Segment Start: DATA FOR PROCESSING
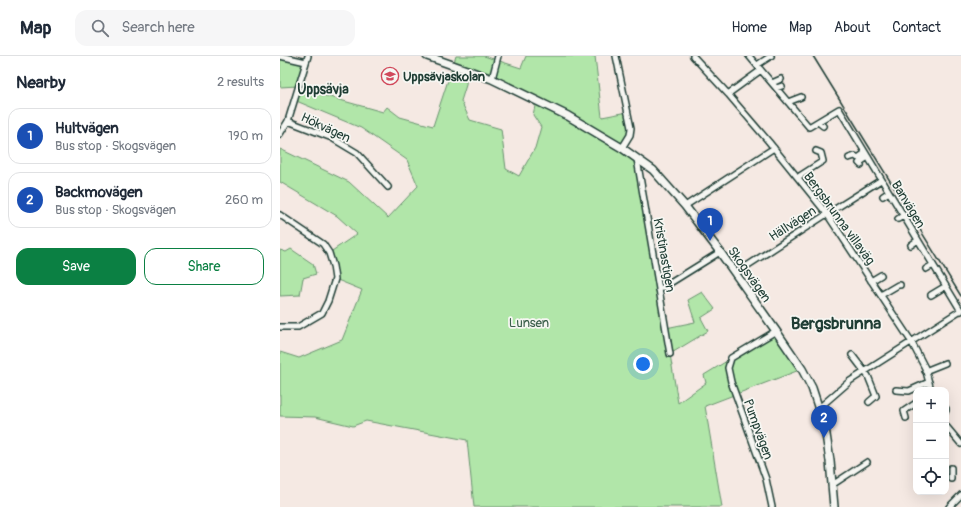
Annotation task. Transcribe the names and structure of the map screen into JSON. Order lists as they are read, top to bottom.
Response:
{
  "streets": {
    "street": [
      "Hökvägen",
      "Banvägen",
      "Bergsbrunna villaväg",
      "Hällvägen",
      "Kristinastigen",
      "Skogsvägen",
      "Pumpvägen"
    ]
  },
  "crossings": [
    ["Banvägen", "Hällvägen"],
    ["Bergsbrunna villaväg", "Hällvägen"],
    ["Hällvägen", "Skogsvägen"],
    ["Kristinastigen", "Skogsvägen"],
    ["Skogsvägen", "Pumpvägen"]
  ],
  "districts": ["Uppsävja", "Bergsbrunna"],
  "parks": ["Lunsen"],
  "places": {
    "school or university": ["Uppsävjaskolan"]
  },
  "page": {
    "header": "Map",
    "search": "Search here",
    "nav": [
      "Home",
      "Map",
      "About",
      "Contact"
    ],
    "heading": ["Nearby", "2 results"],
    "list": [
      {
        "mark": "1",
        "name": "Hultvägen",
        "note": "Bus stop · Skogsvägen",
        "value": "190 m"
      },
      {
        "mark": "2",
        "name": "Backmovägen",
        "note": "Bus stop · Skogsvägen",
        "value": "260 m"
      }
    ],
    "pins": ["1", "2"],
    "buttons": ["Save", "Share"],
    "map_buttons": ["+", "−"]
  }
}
Segment End: DATA FOR PROCESSING
**ASSIGNMENT:** Every line above that holds the string "Skogsvägen" counts once; give the total and nothing more.

**FINAL ANSWER:** 6